Calculate the relative concentration of phenol (ka=1.05x10^10) and phenolate ion in a solution with 0.05M total phenol (pH=7.5)
I believe you've made a typo with Ka.
Call phenol just HP.
HP ==> H^+ + P^-
Ka = (H^+)(P^-)/(HP)
Convert pH to (H^+) and substitute that along with Ka value and solve for the ratio of HP/P
To calculate the relative concentration of phenol and phenolate ion in a solution, we first need to determine the equilibrium constant (Ka) and then use the pH of the solution to calculate the concentrations.
Step 1: Convert the pH to the concentration of H+ ions
In this case, the pH is given as 7.5. The concentration of H+ ions can be calculated using the formula: [H+] = 10^(-pH).
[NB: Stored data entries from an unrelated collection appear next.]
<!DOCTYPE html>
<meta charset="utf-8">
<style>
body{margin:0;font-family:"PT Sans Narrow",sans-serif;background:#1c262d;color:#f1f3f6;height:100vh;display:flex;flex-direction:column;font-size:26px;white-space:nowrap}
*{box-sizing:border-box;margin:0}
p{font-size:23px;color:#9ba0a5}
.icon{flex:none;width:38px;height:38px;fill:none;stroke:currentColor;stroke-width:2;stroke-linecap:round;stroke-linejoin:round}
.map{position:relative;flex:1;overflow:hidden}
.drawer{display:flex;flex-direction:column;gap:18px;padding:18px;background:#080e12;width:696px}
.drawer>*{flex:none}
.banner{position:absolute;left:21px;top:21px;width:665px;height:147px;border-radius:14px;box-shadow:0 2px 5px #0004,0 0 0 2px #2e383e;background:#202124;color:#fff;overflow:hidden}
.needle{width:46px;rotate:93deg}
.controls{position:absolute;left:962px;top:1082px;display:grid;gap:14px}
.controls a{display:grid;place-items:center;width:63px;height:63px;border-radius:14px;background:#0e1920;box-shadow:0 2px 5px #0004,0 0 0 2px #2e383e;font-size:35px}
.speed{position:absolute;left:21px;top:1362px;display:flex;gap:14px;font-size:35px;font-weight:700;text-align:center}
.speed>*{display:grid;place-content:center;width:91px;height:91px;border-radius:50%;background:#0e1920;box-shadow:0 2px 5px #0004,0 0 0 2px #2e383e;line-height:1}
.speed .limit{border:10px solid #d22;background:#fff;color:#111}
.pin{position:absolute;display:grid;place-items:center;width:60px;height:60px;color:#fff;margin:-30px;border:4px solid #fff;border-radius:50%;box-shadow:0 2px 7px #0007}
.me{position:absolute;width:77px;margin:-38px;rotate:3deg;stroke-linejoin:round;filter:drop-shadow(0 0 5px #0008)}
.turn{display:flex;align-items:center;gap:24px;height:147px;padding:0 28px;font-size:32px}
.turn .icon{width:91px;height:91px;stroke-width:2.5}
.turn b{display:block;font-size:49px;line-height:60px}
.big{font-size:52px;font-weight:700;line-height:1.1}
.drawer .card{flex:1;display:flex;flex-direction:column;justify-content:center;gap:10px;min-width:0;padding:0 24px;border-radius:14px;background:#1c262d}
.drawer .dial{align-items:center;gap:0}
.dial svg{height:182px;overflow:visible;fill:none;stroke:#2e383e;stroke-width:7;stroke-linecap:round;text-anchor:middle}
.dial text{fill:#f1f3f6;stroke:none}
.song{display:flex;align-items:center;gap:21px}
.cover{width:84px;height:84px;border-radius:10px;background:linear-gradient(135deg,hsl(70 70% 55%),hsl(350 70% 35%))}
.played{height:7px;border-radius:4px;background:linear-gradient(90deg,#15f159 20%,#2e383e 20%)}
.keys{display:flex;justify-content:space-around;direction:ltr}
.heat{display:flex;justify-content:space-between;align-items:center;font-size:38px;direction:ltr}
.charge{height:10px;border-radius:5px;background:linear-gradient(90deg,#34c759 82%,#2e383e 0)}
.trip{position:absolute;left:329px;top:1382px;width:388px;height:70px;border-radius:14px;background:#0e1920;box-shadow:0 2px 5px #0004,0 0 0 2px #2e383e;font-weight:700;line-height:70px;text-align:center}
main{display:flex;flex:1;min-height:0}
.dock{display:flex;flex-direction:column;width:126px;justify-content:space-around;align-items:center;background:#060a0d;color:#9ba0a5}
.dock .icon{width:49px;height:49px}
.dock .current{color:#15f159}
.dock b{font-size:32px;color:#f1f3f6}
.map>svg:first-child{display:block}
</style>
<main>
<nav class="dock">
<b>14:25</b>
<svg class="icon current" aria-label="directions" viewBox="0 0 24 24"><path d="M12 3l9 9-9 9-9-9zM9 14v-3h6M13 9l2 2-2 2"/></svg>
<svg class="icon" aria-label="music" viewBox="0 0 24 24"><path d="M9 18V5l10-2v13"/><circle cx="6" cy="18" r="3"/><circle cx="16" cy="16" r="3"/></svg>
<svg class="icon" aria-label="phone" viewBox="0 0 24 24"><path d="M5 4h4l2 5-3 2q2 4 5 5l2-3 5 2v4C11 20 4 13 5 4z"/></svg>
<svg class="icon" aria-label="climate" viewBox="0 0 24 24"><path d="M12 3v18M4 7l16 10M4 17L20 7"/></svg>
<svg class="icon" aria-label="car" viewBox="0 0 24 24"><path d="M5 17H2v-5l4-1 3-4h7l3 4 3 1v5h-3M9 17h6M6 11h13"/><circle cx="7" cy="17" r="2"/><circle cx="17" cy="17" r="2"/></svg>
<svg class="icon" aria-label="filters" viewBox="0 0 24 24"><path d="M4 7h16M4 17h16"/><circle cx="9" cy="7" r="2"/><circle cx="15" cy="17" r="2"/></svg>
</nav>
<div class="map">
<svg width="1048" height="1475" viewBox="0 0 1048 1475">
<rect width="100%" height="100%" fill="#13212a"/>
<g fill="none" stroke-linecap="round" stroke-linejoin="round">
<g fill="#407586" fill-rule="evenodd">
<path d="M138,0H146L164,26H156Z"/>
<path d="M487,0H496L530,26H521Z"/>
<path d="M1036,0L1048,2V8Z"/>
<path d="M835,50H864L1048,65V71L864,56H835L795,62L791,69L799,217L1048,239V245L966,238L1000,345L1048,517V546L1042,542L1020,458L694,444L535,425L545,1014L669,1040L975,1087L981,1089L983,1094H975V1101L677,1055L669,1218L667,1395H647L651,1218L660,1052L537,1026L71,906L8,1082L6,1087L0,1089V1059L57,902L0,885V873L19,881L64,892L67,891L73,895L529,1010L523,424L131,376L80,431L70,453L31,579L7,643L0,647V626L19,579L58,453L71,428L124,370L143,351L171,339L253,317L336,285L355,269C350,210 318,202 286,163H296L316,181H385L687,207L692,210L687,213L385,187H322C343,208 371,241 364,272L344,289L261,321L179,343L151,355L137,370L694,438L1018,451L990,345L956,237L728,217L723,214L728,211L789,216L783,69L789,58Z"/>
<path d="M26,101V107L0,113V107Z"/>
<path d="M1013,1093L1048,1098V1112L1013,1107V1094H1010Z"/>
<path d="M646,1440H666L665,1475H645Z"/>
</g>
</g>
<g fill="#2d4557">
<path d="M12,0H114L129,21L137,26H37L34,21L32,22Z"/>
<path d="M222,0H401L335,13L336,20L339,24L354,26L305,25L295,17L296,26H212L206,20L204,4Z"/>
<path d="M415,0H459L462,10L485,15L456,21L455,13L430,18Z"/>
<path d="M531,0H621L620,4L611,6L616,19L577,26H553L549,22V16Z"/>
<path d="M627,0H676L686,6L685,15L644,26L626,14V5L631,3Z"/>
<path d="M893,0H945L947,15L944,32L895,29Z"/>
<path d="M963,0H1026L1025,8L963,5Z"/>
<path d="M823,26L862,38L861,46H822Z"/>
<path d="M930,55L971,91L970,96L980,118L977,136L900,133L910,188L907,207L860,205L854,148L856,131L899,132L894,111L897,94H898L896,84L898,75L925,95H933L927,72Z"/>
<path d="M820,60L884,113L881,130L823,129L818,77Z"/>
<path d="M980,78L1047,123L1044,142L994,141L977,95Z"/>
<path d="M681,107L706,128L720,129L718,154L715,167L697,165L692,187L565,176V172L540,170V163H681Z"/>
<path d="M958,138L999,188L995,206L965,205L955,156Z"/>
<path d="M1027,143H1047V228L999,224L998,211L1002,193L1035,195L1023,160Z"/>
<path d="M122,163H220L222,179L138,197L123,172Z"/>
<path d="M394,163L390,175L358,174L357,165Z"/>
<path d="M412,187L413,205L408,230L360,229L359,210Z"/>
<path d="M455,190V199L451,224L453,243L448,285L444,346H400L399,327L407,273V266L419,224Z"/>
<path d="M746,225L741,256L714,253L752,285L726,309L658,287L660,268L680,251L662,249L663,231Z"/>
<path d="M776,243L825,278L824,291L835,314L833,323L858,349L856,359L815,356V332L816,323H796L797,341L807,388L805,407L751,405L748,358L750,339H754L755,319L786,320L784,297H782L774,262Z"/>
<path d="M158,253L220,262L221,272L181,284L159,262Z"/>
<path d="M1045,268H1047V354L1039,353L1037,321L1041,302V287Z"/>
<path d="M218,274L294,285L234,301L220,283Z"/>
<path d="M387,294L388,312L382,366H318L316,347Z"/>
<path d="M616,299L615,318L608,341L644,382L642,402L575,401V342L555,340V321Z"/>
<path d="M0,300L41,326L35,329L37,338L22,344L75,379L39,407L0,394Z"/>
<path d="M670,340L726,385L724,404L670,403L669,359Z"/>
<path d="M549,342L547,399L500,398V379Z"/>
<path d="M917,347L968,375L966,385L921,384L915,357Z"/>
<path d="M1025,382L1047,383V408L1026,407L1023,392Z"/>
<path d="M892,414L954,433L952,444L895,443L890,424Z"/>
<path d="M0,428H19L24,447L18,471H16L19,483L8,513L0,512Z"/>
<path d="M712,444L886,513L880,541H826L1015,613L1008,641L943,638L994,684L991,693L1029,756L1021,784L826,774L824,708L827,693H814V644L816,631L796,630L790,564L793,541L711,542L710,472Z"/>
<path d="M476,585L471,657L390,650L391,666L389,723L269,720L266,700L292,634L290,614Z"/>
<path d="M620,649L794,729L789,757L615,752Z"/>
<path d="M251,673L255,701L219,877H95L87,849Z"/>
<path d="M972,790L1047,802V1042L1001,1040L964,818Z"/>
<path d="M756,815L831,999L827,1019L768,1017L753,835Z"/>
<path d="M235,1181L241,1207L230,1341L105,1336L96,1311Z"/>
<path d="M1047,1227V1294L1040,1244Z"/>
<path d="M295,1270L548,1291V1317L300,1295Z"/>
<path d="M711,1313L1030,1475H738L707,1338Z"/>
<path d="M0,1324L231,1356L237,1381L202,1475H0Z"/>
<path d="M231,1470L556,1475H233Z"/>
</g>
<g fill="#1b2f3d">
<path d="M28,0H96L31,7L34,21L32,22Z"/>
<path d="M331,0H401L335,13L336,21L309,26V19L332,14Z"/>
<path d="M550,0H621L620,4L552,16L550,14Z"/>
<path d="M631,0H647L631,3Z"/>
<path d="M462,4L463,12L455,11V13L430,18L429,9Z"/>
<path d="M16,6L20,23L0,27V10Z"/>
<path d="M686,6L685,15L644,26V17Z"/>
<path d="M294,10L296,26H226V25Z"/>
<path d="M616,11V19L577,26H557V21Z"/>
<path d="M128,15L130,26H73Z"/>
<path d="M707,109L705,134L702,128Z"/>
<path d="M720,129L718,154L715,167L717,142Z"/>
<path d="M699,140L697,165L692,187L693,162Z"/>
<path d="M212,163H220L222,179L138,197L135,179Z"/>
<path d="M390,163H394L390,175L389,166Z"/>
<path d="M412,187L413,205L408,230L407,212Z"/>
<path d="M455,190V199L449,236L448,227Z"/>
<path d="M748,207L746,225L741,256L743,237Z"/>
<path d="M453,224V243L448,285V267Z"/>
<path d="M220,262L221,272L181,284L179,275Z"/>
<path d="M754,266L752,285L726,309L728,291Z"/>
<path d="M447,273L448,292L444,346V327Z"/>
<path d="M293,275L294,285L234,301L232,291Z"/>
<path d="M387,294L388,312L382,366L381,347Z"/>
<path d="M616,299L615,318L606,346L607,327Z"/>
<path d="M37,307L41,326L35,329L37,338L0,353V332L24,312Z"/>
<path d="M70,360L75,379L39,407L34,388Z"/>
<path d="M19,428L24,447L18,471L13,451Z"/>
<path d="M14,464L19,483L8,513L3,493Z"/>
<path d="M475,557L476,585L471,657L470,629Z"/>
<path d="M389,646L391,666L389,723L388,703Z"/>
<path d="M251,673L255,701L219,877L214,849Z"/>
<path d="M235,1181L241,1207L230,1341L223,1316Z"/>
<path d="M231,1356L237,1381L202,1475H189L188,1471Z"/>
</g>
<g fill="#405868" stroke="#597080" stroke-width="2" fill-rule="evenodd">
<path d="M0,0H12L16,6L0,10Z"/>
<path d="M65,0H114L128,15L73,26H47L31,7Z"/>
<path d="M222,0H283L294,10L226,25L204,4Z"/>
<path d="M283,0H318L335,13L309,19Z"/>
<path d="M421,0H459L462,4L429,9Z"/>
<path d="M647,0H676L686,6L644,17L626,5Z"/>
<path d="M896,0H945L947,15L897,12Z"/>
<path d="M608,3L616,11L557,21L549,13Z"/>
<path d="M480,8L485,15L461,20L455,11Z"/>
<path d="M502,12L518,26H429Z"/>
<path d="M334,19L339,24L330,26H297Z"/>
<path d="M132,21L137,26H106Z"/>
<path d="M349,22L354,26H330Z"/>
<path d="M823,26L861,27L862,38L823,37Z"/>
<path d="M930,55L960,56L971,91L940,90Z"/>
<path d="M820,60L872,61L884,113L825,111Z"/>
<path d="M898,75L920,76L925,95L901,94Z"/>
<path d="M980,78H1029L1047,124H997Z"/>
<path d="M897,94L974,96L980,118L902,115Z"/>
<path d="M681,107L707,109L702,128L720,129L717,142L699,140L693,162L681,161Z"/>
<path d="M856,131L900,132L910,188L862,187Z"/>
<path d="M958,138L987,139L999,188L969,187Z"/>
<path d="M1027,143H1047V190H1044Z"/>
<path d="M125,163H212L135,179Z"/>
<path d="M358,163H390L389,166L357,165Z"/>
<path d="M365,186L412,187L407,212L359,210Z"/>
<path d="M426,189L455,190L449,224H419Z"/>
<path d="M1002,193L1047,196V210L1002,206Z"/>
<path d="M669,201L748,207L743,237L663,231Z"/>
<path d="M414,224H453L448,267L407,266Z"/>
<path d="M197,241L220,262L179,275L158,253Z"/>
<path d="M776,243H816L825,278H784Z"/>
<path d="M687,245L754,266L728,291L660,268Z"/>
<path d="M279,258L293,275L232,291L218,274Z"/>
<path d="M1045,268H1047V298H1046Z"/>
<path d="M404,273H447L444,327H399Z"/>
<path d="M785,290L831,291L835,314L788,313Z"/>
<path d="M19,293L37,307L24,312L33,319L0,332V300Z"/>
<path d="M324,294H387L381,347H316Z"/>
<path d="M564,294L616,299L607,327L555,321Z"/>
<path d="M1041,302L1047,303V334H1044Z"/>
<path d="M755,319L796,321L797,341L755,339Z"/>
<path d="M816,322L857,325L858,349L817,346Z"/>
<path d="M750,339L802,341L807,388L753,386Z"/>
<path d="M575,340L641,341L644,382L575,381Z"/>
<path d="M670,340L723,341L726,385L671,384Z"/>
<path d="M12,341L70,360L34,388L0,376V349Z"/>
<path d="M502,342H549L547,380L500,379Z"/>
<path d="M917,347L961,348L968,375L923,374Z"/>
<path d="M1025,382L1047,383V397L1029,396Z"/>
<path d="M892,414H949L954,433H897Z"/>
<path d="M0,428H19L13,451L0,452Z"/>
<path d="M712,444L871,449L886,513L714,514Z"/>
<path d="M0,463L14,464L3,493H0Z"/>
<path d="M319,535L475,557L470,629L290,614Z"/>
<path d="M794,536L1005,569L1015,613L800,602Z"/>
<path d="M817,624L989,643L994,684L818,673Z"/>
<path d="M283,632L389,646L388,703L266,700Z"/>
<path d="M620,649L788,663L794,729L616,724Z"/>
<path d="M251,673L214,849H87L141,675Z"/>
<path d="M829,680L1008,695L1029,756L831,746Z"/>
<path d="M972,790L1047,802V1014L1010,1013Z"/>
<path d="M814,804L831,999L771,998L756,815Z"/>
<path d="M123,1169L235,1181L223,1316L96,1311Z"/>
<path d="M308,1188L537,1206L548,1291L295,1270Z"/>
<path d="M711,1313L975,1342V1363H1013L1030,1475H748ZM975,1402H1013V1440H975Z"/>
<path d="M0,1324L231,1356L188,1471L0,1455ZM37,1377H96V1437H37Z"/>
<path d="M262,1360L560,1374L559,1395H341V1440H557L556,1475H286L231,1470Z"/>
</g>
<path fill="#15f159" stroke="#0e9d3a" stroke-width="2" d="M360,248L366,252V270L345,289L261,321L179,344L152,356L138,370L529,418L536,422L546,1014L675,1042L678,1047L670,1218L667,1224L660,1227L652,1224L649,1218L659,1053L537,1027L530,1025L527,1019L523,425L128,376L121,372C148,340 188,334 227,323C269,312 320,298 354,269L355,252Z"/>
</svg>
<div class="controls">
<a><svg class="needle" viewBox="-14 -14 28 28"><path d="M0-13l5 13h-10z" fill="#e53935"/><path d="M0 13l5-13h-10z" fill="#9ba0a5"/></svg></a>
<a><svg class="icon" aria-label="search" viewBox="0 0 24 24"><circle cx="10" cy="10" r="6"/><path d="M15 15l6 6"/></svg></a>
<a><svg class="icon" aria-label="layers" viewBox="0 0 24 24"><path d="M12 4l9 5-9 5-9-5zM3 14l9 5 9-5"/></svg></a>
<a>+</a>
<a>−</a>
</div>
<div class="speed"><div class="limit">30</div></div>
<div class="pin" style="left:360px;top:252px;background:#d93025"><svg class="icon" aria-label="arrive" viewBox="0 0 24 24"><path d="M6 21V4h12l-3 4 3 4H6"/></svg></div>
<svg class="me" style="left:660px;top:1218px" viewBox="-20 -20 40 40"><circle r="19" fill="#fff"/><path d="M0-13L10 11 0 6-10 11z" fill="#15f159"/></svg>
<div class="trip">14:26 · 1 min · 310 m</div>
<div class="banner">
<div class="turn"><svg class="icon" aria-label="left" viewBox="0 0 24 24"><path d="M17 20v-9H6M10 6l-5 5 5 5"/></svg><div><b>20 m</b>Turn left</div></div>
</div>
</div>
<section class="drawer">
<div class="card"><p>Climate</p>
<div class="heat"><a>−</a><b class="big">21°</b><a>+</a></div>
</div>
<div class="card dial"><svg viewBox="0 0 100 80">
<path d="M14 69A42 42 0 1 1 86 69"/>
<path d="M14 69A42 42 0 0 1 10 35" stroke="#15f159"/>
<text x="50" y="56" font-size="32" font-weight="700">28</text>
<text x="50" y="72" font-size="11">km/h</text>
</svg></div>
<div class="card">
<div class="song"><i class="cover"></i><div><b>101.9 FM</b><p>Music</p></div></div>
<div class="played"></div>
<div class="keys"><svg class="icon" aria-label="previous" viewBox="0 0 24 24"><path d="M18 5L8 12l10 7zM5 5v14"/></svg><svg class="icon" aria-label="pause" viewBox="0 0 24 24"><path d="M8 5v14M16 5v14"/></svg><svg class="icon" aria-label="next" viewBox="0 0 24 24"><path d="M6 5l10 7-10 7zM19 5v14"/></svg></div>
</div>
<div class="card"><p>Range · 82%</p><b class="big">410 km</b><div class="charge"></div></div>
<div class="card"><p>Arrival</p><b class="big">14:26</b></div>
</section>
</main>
Therefore, [H+] = 10^(-7.5).
Step 2: Use the equilibrium expression for the ionization of phenol to find the concentration of the phenolate ion (C6H5O-):
Ka = [C6H5O-][H+] / [C6H6]
Given that the total phenol concentration is 0.05 M, we can assume that initially, the concentration of phenol and phenolate ion are equal.
So, [C6H5O-] = [H+] = 10^(-7.5) (From Step 1)
Step 3: Calculate the concentration of phenol (C6H6):
Using the equation [C6H6] = total phenol concentration - [C6H5O-]
[C6H6] = 0.05 M - 10^(-7.5)
Now, let's calculate the relative concentration of phenol and phenolate ion:
[C6H5O-] / [C6H6] = (10^(-7.5)) / (0.05 M - 10^(-7.5))
Please note that the concentration of phenol is calculated by subtracting the concentration of phenolate ion from the total phenol concentration.
Using this equation, you can now substitute the values and calculate the relative concentration of phenol and phenolate ion in the solution.